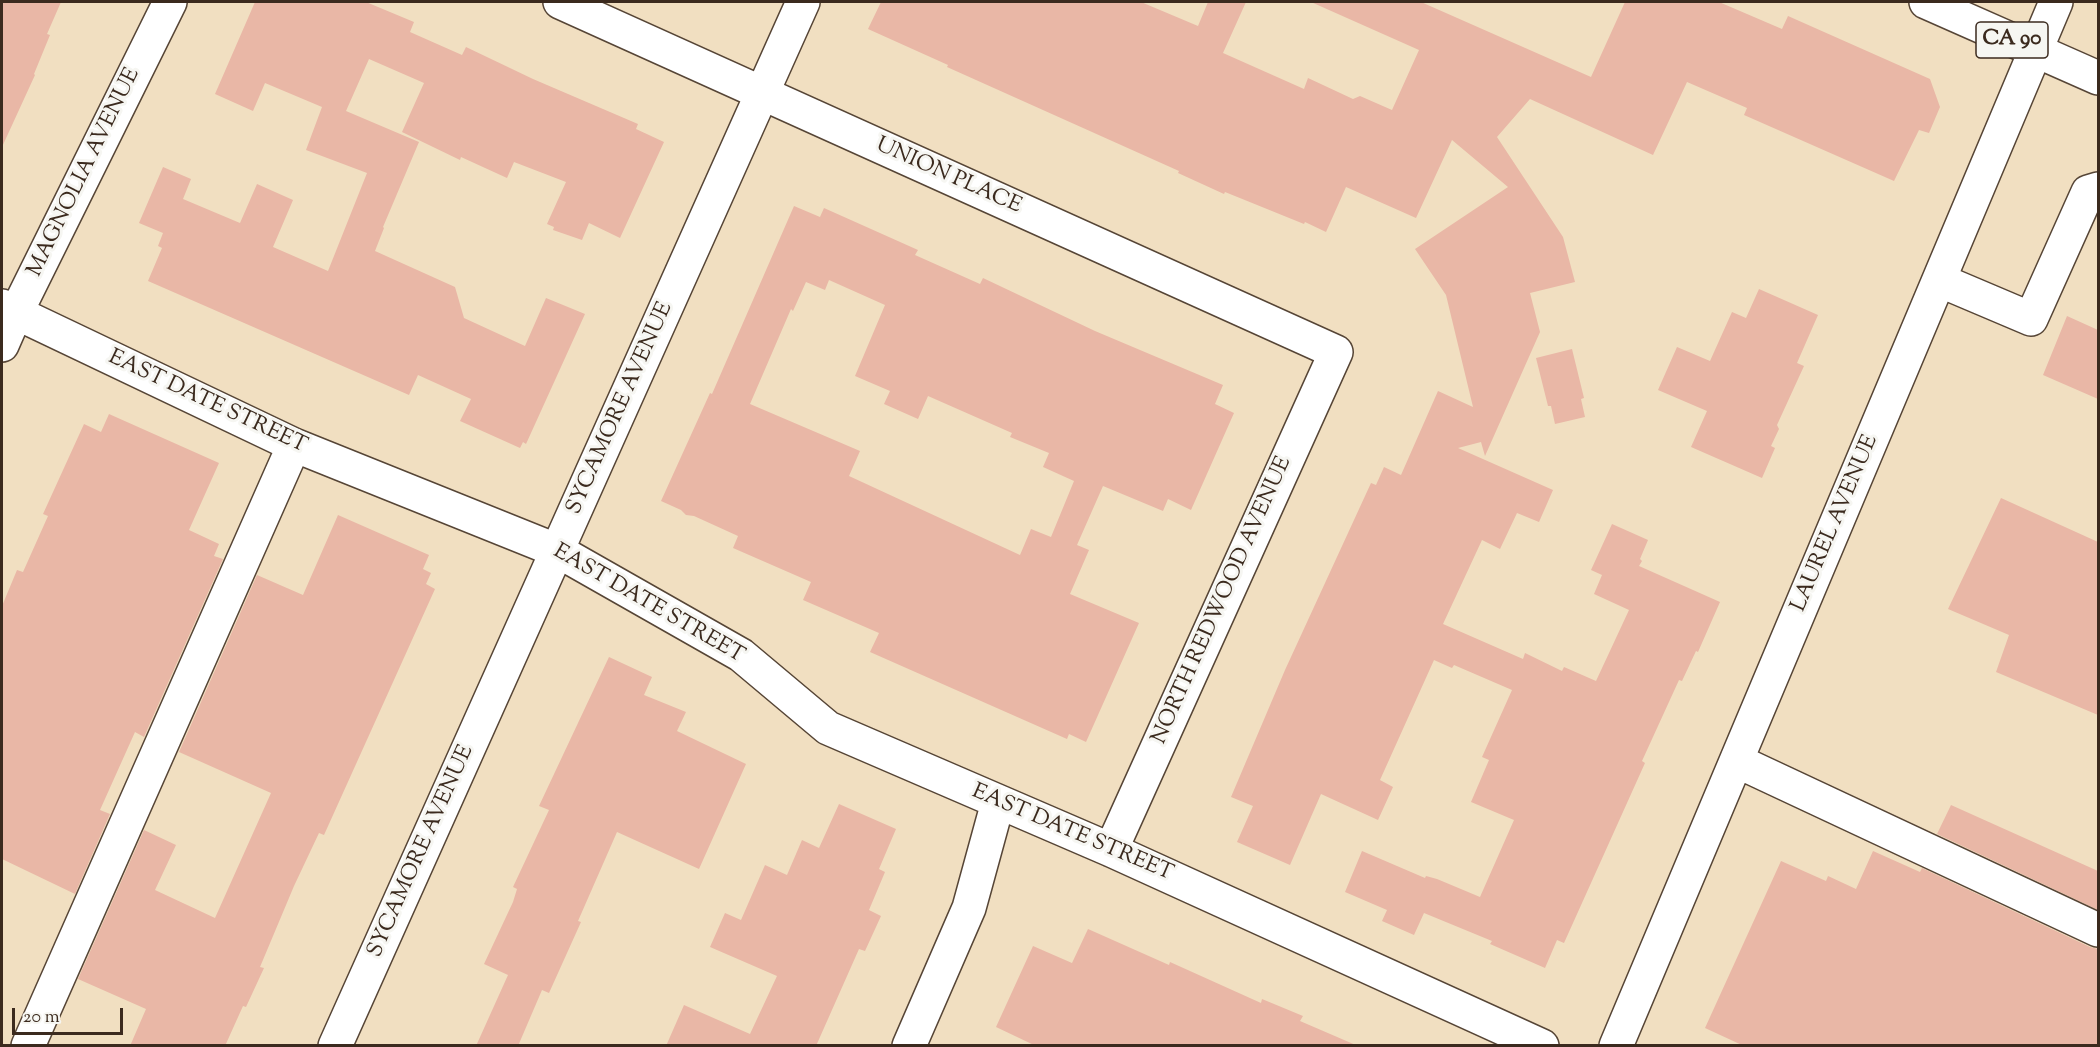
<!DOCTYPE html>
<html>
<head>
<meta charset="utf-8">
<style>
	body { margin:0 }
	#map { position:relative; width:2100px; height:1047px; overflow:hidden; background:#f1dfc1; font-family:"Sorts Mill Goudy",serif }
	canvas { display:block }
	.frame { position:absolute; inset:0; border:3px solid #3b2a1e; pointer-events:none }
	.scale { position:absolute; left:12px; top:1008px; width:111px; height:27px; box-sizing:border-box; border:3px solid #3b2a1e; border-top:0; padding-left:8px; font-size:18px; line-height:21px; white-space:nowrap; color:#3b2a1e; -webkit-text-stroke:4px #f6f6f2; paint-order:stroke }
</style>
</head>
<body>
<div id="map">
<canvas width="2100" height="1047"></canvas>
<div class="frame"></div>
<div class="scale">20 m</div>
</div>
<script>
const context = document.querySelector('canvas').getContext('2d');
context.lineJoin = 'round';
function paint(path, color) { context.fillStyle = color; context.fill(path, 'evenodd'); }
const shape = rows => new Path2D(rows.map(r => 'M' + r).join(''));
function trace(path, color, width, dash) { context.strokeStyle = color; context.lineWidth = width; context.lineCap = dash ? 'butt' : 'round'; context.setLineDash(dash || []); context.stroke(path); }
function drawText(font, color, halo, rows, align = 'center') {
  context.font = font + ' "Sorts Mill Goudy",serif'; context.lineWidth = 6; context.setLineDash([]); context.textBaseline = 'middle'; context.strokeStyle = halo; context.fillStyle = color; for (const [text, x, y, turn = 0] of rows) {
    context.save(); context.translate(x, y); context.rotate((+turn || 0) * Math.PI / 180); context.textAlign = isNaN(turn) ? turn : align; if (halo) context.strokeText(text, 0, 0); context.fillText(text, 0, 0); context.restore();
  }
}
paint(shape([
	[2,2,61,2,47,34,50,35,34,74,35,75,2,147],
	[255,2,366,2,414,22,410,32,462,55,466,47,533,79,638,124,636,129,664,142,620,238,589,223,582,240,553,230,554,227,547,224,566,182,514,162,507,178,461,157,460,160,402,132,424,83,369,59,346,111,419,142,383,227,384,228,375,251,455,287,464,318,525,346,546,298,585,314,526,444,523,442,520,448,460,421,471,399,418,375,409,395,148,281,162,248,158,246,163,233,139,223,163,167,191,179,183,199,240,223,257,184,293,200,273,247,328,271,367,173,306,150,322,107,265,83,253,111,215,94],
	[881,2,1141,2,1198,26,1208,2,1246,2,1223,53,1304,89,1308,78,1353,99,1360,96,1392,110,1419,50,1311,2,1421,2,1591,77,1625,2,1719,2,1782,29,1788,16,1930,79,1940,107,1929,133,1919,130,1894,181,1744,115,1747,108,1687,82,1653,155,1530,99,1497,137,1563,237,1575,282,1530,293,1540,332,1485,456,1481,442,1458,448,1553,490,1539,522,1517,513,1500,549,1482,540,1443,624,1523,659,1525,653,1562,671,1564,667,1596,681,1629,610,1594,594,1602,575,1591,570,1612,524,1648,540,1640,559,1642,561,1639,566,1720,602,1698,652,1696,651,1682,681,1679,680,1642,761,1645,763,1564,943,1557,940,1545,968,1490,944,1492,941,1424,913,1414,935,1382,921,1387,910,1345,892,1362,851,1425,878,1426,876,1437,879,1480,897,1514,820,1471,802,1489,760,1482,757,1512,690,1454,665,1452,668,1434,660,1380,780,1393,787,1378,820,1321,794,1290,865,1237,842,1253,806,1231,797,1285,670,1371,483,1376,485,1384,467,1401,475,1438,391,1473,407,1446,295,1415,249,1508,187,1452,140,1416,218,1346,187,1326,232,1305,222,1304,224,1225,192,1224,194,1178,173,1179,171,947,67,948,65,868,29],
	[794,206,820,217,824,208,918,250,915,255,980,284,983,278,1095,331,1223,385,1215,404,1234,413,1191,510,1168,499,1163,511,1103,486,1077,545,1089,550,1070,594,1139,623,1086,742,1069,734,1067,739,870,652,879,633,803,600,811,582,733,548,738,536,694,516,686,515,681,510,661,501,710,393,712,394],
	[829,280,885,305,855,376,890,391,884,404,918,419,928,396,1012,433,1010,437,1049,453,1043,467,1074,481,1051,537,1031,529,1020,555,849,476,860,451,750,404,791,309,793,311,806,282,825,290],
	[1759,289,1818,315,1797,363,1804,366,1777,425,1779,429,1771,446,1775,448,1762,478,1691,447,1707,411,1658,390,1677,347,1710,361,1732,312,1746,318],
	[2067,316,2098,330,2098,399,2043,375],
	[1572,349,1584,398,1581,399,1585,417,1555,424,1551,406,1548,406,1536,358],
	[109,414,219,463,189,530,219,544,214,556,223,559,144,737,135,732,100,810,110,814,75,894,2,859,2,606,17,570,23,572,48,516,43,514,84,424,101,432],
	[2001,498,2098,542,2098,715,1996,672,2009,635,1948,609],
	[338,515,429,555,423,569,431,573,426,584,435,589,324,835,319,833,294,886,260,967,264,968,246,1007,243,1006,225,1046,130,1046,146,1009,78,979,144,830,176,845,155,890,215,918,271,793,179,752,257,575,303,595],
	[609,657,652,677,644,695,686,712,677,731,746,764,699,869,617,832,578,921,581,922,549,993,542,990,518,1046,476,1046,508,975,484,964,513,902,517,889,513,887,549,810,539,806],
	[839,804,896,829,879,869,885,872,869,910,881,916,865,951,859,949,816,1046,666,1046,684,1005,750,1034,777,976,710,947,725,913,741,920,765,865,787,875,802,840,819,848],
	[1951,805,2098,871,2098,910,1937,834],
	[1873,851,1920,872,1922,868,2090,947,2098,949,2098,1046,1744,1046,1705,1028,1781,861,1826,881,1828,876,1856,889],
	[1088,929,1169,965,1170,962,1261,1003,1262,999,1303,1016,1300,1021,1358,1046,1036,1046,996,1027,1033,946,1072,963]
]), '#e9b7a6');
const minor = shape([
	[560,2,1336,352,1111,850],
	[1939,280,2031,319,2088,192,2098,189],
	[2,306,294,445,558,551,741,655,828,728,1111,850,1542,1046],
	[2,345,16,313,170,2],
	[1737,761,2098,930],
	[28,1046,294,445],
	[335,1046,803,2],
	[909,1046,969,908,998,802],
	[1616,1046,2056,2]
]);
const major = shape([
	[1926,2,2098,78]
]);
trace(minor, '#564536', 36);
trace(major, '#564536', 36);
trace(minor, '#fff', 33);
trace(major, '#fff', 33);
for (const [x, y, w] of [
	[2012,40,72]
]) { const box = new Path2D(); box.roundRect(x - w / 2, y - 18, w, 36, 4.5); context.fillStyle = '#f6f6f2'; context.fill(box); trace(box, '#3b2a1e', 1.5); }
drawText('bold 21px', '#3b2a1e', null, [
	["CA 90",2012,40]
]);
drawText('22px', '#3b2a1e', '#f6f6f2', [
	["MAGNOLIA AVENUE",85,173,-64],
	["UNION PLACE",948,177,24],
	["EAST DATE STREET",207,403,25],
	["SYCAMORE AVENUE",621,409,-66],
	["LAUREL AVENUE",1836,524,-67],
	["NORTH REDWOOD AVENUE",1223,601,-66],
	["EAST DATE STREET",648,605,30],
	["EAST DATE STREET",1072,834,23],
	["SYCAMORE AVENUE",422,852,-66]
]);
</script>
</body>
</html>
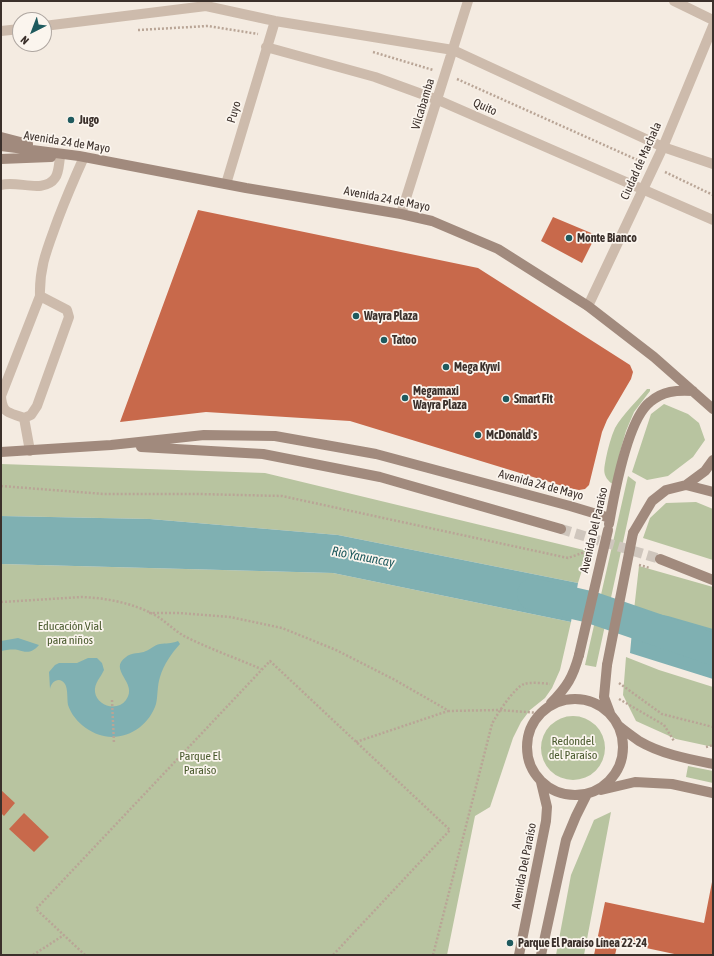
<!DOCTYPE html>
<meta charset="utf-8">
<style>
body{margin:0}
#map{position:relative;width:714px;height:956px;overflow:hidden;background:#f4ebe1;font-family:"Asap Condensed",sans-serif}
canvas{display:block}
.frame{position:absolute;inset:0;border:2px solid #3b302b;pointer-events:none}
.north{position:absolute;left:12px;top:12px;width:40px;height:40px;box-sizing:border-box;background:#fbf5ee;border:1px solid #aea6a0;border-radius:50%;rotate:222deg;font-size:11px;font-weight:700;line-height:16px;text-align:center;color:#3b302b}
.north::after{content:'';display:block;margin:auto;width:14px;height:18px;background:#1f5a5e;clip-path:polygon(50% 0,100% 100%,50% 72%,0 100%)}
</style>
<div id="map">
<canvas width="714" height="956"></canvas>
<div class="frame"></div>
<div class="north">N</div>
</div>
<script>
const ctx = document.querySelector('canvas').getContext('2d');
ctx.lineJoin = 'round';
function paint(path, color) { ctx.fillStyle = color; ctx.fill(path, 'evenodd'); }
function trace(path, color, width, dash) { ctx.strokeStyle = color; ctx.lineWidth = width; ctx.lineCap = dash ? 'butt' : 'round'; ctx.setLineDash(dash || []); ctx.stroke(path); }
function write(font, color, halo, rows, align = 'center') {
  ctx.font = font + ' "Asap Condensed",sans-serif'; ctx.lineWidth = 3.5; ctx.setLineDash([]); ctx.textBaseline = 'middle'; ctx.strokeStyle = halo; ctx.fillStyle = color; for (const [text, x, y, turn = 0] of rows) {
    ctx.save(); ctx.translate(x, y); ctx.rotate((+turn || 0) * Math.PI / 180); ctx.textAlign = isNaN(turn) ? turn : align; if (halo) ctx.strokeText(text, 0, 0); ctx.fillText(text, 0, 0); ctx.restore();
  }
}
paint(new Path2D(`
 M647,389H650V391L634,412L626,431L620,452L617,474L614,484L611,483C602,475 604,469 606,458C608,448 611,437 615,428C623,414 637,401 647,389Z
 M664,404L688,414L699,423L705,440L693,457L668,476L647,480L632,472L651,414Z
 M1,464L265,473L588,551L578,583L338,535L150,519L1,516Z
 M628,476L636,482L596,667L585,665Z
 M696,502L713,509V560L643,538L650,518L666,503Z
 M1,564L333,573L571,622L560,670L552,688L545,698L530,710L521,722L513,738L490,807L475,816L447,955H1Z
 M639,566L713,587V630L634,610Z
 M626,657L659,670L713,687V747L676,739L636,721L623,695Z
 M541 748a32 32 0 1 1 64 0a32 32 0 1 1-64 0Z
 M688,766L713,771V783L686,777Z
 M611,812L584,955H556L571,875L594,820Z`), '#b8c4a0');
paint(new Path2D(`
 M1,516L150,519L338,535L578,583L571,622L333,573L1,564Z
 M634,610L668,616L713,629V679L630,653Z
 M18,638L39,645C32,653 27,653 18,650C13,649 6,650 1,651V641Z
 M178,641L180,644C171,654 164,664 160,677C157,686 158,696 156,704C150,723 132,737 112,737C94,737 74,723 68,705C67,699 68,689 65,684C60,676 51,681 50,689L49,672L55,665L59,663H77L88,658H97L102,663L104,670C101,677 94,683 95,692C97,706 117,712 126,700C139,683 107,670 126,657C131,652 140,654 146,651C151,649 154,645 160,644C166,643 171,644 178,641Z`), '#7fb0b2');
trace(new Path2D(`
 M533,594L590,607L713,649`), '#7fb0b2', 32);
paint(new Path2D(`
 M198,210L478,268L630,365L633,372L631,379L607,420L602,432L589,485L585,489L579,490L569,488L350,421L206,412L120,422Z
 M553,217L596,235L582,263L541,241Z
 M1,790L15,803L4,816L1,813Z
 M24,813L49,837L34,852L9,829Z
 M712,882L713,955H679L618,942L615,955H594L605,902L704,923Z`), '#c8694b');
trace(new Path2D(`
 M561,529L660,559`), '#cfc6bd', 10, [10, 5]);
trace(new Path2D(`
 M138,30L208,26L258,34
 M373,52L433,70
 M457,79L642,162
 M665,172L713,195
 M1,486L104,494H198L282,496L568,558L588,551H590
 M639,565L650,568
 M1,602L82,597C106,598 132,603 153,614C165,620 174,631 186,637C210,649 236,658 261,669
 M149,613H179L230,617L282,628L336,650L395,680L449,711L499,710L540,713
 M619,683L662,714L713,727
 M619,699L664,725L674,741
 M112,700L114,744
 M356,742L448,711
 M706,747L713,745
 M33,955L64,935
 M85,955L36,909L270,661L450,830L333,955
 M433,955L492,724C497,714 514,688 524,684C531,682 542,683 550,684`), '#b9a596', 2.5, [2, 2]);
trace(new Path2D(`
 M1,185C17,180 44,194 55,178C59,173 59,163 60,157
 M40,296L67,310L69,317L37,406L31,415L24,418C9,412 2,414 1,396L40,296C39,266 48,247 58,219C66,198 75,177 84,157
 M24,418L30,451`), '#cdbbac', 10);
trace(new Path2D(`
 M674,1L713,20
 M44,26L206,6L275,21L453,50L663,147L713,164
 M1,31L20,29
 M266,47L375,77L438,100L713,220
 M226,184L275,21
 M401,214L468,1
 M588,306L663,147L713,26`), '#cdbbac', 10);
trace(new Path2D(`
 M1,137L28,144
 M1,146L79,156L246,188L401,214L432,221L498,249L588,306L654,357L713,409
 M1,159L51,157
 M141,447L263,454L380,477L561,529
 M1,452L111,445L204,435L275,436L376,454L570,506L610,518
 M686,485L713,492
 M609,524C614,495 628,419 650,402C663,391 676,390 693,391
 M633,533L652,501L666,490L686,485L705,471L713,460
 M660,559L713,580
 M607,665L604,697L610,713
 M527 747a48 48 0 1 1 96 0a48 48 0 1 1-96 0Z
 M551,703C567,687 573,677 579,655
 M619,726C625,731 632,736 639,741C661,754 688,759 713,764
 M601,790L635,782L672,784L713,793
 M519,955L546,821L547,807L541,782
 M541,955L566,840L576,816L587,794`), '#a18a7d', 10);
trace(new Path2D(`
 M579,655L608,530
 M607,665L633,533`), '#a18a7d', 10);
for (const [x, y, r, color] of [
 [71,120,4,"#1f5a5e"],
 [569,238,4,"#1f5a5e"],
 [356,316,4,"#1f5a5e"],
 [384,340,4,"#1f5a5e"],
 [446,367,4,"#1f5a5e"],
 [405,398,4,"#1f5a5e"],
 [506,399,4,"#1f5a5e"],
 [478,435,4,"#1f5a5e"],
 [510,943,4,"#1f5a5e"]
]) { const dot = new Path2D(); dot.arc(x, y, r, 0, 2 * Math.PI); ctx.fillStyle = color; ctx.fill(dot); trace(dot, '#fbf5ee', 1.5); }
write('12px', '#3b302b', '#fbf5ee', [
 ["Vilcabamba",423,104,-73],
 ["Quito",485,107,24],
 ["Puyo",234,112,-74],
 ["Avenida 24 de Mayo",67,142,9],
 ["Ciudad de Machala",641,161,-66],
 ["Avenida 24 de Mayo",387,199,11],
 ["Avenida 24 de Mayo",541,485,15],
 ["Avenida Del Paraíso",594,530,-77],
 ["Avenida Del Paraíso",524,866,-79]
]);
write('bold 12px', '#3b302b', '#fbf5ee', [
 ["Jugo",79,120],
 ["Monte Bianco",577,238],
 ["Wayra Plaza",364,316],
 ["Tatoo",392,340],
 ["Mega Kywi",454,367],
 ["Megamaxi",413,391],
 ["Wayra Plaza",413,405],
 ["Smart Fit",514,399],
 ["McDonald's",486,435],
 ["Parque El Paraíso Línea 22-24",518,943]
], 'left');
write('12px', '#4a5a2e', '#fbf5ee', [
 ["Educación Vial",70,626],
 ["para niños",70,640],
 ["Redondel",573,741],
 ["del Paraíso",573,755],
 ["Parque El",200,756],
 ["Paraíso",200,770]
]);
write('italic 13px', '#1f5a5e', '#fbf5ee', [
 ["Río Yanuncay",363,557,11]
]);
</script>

• [PROBLEM DETAILS]:
Above are the records. Copy the lines beginning at the one that has "color; ctx.fill(path, 'evenodd');" and ending with the one that has "M1,464L265,473L588,551L578,583L338,535L150,519L1,516Z", unchanged.

• [REPLY]:
function paint(path, color) { ctx.fillStyle = color; ctx.fill(path, 'evenodd'); }
function trace(path, color, width, dash) { ctx.strokeStyle = color; ctx.lineWidth = width; ctx.lineCap = dash ? 'butt' : 'round'; ctx.setLineDash(dash || []); ctx.stroke(path); }
function write(font, color, halo, rows, align = 'center') {
  ctx.font = font + ' "Asap Condensed",sans-serif'; ctx.lineWidth = 3.5; ctx.setLineDash([]); ctx.textBaseline = 'middle'; ctx.strokeStyle = halo; ctx.fillStyle = color; for (const [text, x, y, turn = 0] of rows) {
    ctx.save(); ctx.translate(x, y); ctx.rotate((+turn || 0) * Math.PI / 180); ctx.textAlign = isNaN(turn) ? turn : align; if (halo) ctx.strokeText(text, 0, 0); ctx.fillText(text, 0, 0); ctx.restore();
  }
}
paint(new Path2D(`
 M647,389H650V391L634,412L626,431L620,452L617,474L614,484L611,483C602,475 604,469 606,458C608,448 611,437 615,428C623,414 637,401 647,389Z
 M664,404L688,414L699,423L705,440L693,457L668,476L647,480L632,472L651,414Z
 M1,464L265,473L588,551L578,583L338,535L150,519L1,516Z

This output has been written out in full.